Quanto viene richiesto al lettore è anche di caricarsi del “soave” peso di entrare nelle modalità tipiche della poetica e della narrazione ebraica, fino a comprenderne la loro dimensione di invenzione, persino di fiction. Questo accade nell’Antico Testamento, ad esempio, frequentemente quando composizione e trasmissione orale si intersecano con un preciso disegno di rendere viva la trasmissione in un certo ambito: sia esso familiare, di clan, tribù o comunità locale, al fine di dare coesione ad una realtà sociale, ovvero di spiegare le cause di certe situazioni e di far emergere alcune costanti universali dell’umano, che servono alla sussistenza e alla crescita di queste dimensioni sociali.

Tutto sempre e comunque nella certezza che in ogni scritto la presenza e l’azione dello Spirito di Dio si intersecano perfettamente con la vita dell’uomo, esprimendo un messaggio in cui, come in un quadro, il risultato è effetto della comune intersecazione tra il pittore, la tela e il pennello, che collaborano a quello specifico quadro che ci viene posto innanzi.

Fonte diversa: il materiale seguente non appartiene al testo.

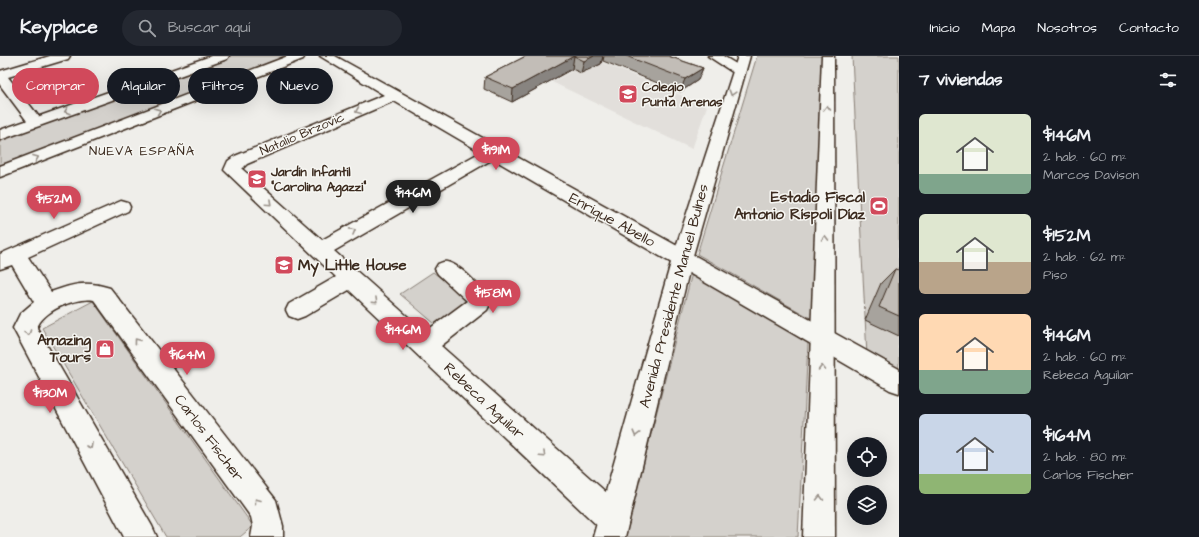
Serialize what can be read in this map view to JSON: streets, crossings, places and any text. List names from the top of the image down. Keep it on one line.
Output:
{"streets":{"street":["Natalio Brzovic","Enrique Abello","Avenida Presidente Manuel Bulnes","Rebeca Aguilar","Carlos Fischer"]},"crossings":[["Natalio Brzovic","Enrique Abello"],["Natalio Brzovic","Rebeca Aguilar"],["Enrique Abello","Avenida Presidente Manuel Bulnes"],["Avenida Presidente Manuel Bulnes","Rebeca Aguilar"]],"one_way":["Rebeca Aguilar"],"districts":["NUEVA ESPAÑA"],"places":{"school or university":["Colegio Punta Arenas","Jardín Infantil \"Carolina Agazzi\"","My Little House"],"sports":["Estadio Fiscal Antonio Ríspoli Díaz"],"shop":["Amazing Tours"]},"page":{"header":"Keyplace","search":"Buscar aquí","nav":["Inicio","Mapa","Nosotros","Contacto"],"heading":"7 viviendas","chip":["Comprar","Alquilar","Filtros","Nuevo"],"list":[{"name":"$146M","note":"2 hab. · 60 m² · Marcos Davison"},{"name":"$152M","note":"2 hab. · 62 m² · Piso"},{"name":"$146M","note":"2 hab. · 60 m² · Rebeca Aguilar"},{"name":"$164M","note":"2 hab. · 80 m² · Carlos Fischer"}],"price":["$191M","$146M","$152M","$158M","$146M","$164M","$130M"]}}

Altra considerazione da tenere strettamente presente una volta che ci si avvicina ad un brano biblico è quella della presenza del simbolo. L’etimologia di questo termine (syn-ballein, “mettere insieme”), mostra che esso opera come fattore unificante tra il materiale e lo spirituale: “il simbolo ‘roccia’ (cf. Sal 18,3: “Signore, mia roccia”) evoca la saldezza di Dio e la sua capacità di dare riparo al credente; il simbolo “luce” (cf. Sal 2 7, I: “Il Signore è mia luce”) rinvia alla trascendenza e alla vicinanza divine ... Il simbolo non è una scorza espressiva che dev’essere tolta perché si possa raggiungere un nucleo di verità più profonda: la verità biblica è completamente solidale con il suo mezzo espressivo. E insegna al lettore a cogliere la presenza divina nella storia e nell’umano, non in un’astrazione o in una fuga dal mondo.

Grande importanza il lettore attento dell’Antico Testamento può rilevare nel grande spazio lasciato alla storia. Non una cronaca, o una rievocazione del passato, ma storia come fatti in cui si rivela l’intervento di Dio. È questo un tratto fondamentale della religione dell’Antico Testamento: “è nella storia del popolo d’Israele che Dio si fa conoscere ed entra in relazione con l’uomo. Pertanto, le narrazioni storiche presenti nell’AT sono un’interpretazione teologica della storia stessa: la sequenza evento-interpretazione dell’evento-celebrazione dell’evento è costitutiva della storia biblica come storia di salvezza, come storia teofanica. L’evento salvifico per eccellenza dell’Antico Testamento è un fatto storico: l’esodo”. Ora, non conoscere i termini di questo fatto storico, come le caratteristiche e la durata della precedente cattività, ne limitano inevitabilmente la comprensione e la portata rivelatrice anche nella dimensione spirituale.